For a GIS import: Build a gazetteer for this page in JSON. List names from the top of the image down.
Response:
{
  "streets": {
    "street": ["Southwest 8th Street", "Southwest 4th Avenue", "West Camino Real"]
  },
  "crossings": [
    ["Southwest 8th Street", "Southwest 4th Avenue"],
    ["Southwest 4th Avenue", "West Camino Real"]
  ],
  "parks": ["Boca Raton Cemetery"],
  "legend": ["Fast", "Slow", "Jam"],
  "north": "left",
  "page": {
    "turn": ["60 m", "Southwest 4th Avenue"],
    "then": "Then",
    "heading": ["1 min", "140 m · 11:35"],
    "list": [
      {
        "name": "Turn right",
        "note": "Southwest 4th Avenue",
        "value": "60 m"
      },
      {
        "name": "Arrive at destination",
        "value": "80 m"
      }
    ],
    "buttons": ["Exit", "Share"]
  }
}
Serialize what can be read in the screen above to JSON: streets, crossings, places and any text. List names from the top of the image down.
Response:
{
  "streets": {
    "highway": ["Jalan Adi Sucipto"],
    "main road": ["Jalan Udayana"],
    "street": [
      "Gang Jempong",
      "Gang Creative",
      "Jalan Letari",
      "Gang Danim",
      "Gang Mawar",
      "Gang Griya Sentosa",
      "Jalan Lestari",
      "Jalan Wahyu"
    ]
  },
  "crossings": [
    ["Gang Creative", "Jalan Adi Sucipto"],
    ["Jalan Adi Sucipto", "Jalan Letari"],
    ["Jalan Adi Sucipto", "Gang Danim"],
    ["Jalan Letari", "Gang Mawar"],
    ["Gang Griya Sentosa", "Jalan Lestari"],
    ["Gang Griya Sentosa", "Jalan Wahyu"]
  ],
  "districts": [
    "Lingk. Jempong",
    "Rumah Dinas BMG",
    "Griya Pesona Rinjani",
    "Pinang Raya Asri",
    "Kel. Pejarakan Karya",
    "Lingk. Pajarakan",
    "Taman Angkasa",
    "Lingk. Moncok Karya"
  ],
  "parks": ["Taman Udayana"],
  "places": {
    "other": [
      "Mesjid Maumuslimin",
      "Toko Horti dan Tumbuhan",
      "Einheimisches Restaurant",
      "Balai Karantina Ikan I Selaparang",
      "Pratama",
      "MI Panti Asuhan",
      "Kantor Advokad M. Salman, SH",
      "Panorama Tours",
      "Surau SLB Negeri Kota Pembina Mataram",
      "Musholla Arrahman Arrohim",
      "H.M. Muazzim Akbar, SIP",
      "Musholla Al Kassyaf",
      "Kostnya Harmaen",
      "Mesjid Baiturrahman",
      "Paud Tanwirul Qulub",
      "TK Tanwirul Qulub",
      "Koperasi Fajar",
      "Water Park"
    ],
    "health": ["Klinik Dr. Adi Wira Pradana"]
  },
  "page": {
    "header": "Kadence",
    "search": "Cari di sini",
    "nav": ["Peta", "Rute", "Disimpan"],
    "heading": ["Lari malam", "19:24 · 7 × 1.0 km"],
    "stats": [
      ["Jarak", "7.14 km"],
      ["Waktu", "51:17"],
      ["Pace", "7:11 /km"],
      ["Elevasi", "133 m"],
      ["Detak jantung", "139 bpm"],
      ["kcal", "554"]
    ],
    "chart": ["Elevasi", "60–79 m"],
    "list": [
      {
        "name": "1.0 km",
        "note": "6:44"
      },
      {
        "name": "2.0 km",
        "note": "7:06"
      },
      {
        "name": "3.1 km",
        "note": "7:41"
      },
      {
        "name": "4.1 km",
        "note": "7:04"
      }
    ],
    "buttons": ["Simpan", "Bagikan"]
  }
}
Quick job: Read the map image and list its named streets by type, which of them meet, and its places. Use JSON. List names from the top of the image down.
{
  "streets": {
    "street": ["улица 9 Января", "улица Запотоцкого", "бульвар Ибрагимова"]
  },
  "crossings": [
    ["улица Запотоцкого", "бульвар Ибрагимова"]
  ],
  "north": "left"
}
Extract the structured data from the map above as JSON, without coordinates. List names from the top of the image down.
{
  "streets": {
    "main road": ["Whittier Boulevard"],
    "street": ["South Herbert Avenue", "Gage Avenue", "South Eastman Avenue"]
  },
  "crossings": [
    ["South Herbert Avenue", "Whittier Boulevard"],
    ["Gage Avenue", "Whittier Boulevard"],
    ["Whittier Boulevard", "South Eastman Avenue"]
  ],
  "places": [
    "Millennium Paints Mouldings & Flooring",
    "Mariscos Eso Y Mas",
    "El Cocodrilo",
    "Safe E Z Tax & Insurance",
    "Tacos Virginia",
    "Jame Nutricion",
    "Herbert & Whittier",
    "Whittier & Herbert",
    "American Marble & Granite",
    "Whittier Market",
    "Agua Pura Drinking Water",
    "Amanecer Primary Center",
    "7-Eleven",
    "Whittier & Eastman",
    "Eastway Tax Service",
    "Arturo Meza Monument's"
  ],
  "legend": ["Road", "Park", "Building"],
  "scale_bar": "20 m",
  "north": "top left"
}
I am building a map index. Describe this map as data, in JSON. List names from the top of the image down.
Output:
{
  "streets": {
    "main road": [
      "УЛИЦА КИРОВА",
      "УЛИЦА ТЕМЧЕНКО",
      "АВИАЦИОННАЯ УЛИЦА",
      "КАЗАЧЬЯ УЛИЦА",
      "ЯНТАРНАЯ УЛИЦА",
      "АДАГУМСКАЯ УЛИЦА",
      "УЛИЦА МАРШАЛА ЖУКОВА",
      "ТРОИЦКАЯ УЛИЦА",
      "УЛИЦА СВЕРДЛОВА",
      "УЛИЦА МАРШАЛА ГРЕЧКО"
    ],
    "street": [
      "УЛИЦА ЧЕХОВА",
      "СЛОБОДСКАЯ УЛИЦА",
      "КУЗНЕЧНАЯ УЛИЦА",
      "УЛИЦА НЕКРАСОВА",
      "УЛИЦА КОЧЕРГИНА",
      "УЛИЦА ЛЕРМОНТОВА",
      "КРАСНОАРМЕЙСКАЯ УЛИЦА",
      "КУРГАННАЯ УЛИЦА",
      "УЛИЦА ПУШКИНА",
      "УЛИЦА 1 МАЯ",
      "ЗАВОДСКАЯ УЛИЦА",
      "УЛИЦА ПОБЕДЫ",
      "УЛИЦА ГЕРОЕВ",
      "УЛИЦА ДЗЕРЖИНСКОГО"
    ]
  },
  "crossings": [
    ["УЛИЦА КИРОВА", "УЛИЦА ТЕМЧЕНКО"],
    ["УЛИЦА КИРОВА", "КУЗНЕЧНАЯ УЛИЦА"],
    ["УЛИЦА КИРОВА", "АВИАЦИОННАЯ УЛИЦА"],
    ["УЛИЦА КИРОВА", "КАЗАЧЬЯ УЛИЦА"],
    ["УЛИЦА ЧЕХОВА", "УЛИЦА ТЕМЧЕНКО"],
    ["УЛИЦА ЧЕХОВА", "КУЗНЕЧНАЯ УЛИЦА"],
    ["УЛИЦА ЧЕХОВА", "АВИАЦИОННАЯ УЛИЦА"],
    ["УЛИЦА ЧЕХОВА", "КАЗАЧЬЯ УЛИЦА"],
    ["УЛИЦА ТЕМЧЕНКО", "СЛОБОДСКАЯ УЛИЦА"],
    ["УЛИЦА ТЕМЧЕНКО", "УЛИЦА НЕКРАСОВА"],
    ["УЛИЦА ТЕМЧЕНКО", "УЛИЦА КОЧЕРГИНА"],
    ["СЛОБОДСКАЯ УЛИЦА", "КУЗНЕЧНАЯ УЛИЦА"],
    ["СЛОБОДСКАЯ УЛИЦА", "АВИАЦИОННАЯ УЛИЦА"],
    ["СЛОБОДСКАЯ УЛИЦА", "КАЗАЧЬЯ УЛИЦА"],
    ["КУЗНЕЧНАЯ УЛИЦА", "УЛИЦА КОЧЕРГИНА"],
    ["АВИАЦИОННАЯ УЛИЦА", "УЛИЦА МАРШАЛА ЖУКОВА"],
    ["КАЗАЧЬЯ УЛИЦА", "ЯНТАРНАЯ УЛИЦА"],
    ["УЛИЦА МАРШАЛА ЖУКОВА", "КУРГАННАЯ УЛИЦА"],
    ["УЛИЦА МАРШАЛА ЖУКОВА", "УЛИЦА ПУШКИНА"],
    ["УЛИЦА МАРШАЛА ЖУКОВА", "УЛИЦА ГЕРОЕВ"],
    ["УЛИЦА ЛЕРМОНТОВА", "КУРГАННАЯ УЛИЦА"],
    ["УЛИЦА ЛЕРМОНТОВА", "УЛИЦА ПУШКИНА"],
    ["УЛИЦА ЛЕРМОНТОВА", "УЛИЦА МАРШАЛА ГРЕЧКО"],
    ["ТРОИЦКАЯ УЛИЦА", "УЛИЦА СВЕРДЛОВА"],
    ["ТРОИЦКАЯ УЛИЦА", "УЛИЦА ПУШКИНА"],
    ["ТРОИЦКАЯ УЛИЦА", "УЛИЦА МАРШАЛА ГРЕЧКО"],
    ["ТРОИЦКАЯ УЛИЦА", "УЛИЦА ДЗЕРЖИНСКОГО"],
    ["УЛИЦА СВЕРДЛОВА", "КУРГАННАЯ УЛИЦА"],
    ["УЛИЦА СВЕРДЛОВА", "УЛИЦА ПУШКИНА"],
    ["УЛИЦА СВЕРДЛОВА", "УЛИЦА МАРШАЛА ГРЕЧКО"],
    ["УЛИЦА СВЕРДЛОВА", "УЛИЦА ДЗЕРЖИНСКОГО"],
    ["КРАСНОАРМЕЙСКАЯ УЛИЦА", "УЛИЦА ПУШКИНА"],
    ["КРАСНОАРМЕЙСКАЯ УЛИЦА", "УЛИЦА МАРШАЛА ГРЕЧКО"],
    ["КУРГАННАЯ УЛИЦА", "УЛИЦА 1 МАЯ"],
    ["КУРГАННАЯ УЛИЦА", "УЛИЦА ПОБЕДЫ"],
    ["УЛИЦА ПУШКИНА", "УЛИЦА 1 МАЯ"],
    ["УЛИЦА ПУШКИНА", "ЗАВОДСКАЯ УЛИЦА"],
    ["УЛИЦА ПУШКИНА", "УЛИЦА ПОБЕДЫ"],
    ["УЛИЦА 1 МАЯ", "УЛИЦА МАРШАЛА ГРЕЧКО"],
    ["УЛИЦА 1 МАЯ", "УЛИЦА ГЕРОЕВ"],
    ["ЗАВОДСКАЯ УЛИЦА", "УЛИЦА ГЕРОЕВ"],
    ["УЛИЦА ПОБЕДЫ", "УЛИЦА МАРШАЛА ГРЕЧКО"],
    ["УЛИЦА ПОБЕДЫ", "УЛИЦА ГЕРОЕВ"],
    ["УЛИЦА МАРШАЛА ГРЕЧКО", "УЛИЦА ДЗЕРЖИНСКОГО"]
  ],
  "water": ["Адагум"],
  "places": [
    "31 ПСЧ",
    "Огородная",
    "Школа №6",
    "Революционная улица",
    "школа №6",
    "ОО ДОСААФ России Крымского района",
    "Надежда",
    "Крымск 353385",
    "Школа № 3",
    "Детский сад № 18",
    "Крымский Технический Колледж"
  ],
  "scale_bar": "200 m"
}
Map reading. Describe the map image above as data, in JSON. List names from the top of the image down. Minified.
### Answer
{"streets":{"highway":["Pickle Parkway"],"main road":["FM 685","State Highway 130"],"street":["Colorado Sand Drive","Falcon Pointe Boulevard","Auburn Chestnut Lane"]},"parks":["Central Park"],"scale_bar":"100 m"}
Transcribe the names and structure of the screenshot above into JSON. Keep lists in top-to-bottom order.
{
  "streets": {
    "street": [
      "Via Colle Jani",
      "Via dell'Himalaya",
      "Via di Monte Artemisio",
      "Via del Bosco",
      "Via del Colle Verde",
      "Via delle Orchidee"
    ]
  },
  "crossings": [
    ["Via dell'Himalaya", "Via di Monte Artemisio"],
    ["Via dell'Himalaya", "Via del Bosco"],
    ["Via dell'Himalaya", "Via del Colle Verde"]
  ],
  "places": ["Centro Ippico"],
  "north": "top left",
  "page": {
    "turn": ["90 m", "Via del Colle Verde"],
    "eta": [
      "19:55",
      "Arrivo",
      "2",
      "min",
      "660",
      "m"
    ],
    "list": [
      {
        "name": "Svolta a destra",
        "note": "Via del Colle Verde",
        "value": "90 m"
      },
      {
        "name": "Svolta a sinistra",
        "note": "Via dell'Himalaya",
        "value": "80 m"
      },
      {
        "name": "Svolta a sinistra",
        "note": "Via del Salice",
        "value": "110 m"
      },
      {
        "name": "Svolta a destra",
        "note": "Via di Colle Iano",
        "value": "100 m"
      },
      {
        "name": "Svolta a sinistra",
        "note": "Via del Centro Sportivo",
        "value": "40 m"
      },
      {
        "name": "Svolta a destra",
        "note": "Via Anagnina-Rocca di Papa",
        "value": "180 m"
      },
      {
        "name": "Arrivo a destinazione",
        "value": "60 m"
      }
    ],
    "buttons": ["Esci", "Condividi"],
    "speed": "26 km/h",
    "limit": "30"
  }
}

===============

- _WHAT TO WORK ON_
In the entries above, find the lines containing the word "Colle" and say how many there are, with no other words.

- _REPLY TO THE TASK_
6